++++ Data for analysis
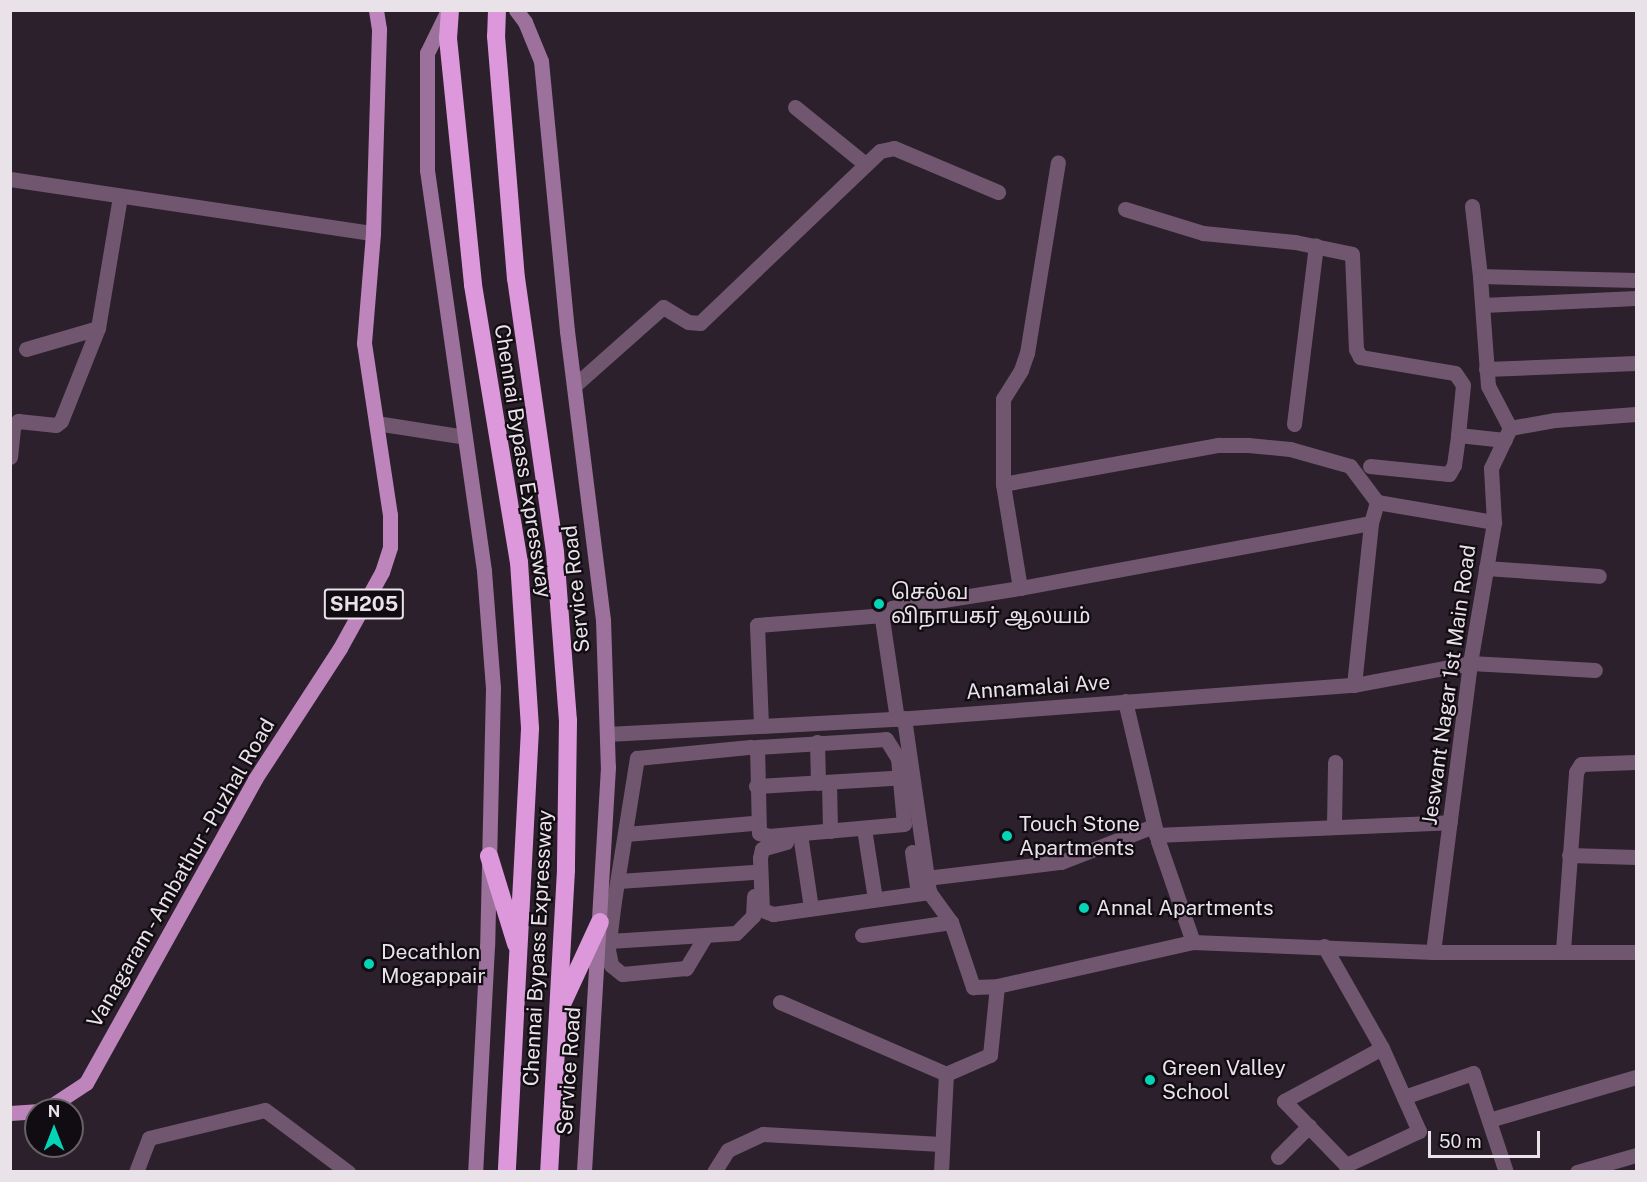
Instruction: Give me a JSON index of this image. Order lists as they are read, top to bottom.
{
  "streets": {
    "highway": ["Chennai Bypass Expressway"],
    "main road": ["SH205", "Vanagaram - Ambathur - Puzhal Road"],
    "street": ["Service Road", "Jeswant Nagar 1st Main Road", "Annamalai Ave"]
  },
  "crossings": [
    ["Service Road", "Annamalai Ave"],
    ["Jeswant Nagar 1st Main Road", "Annamalai Ave"]
  ],
  "places": [
    "செல்வ விநாயகர் ஆலயம்",
    "Touch Stone Apartments",
    "Annal Apartments",
    "Decathlon Mogappair",
    "Green Valley School"
  ],
  "scale_bar": "50 m",
  "north": "top"
}
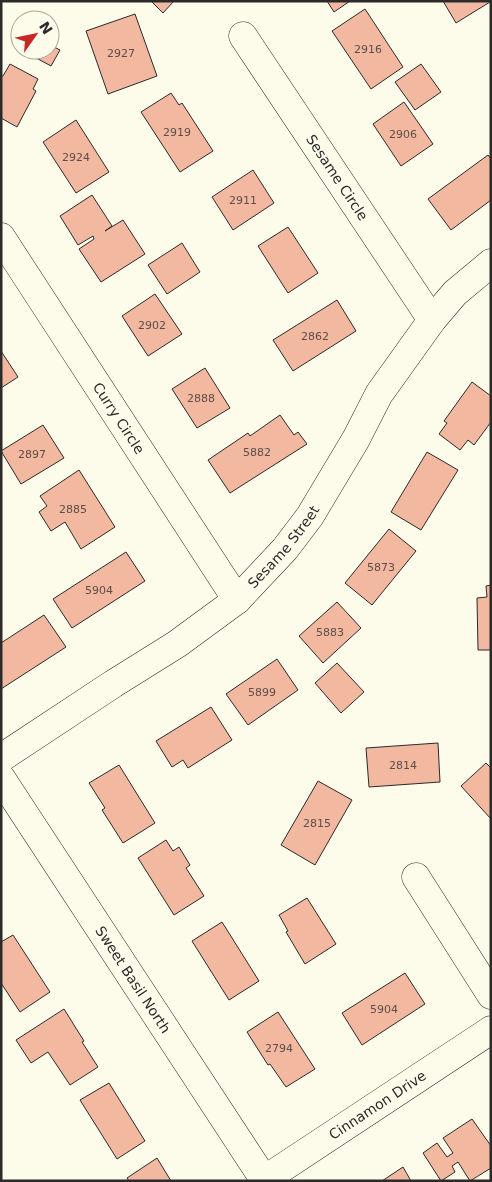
++++++++
# Task statement
Every line above is to be duplicated exactly; no picture should be carried over.

# Response
Instruction: Give me a JSON index of this image. Order lists as they are read, top to bottom.
{
  "streets": {
    "highway": ["Chennai Bypass Expressway"],
    "main road": ["SH205", "Vanagaram - Ambathur - Puzhal Road"],
    "street": ["Service Road", "Jeswant Nagar 1st Main Road", "Annamalai Ave"]
  },
  "crossings": [
    ["Service Road", "Annamalai Ave"],
    ["Jeswant Nagar 1st Main Road", "Annamalai Ave"]
  ],
  "places": [
    "செல்வ விநாயகர் ஆலயம்",
    "Touch Stone Apartments",
    "Annal Apartments",
    "Decathlon Mogappair",
    "Green Valley School"
  ],
  "scale_bar": "50 m",
  "north": "top"
}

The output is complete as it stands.